I like to think back on the good old days, when the worst thing Windows might do to us was crash.
Now we have to defend ourselves against invisible programs that silently take over our PCs, record our keystrokes to capture our banking passwords, use our bandwidth to send out junk e-mails that can’t be traced back to the senders, and then bury us in the spam we receive in turn from all the other PC users whose machines have been similarly hacked.
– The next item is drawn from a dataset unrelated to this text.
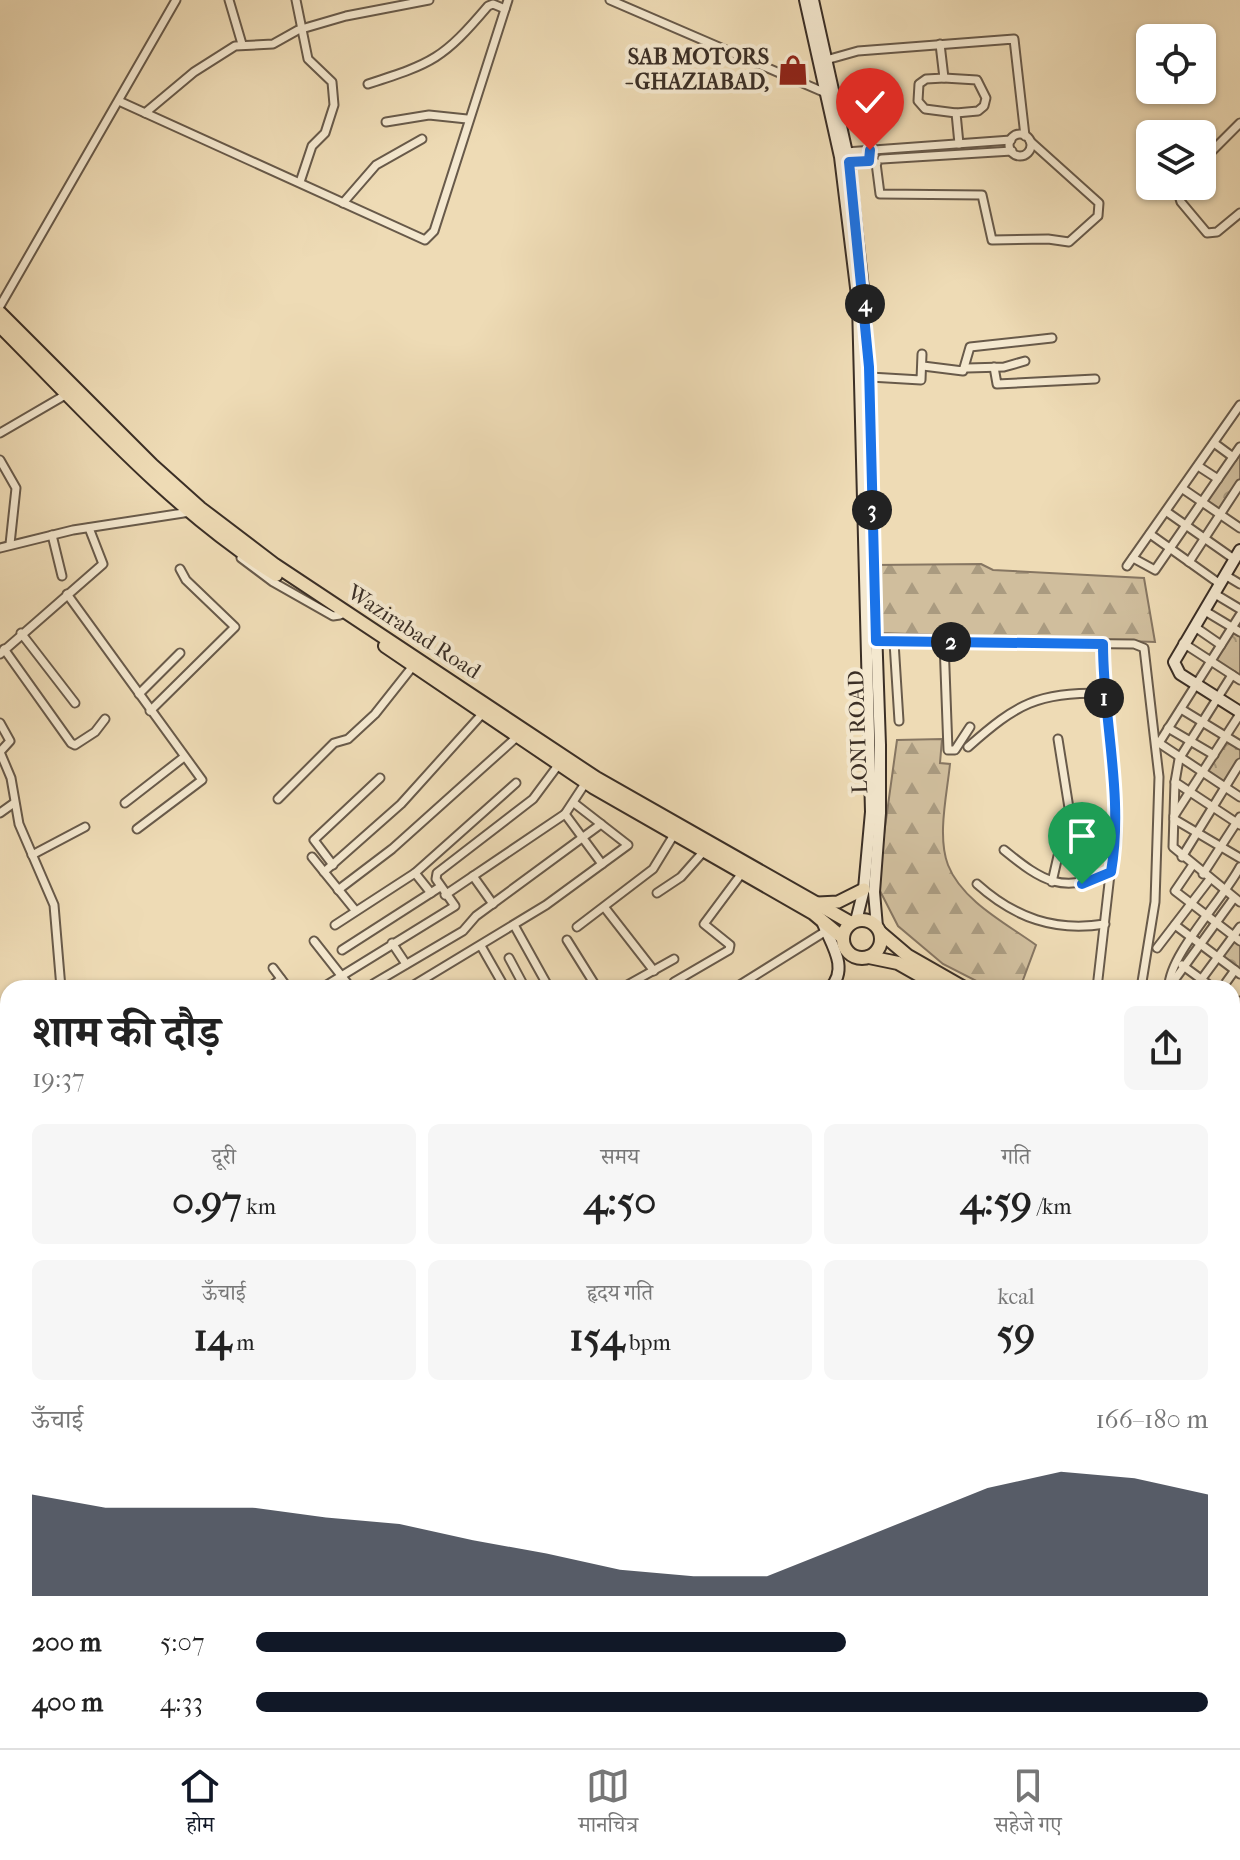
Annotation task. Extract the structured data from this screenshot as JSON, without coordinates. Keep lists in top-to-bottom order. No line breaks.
{"streets":{"highway":["Wazirabad Road"],"street":["LONI ROAD"]},"places":{"shop":["SAB MOTORS - GHAZIABAD,"]},"page":{"pins":["4","3","2","1"],"heading":["शाम की दौड़","19:37"],"stats":[["दूरी","0.97 km"],["समय","4:50"],["गति","4:59 /km"],["ऊँचाई","14 m"],["हृदय गति","154 bpm"],["kcal","59"]],"chart":["ऊँचाई","166–180 m"],"list":[{"name":"200 m","note":"5:07"},{"name":"400 m","note":"4:33"}],"tabs":["होम","मानचित्र","सहेजे गए"]}}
This week, Symantec, the antivirus and security company, released its sixth semiannual Internet Security Threat Report. It says the firm found a vast increase in the number of “bot networks” that are under the control of hackers. Each network consists of thousands of machines that have been infected with Trojan horses and are now controlled by criminals.
During the first six months of 2004, Symantec detected a rapid growth of bot networks from fewer then 2,000 to 30,000. The number of PCs in each network is said to average around 2,000. Multiply the number of networks by the average population of controlled machines and it works out to 60 million “zombie” PCs — that we know about.
Symantec found one bot network consisting of 400,000 zombies, according to an article by John Markoff in the New York Times. Each network can be used to broadcast spam, launch devastating denial-of-service attacks against Web sites the hackers don’t like, and more.
What’s going on here?
Is this it? Are we just going to face more and more attacks as our computer resources spiral more and more out of our control?
It seems to me that the computing industry is in denial of how bad the attacks on our PCs and our lives have become. Things aren’t going to get better without radical changes to bring about a safe and sane computing environment. The first step is for us to stand back and survey just how bad the situation has become.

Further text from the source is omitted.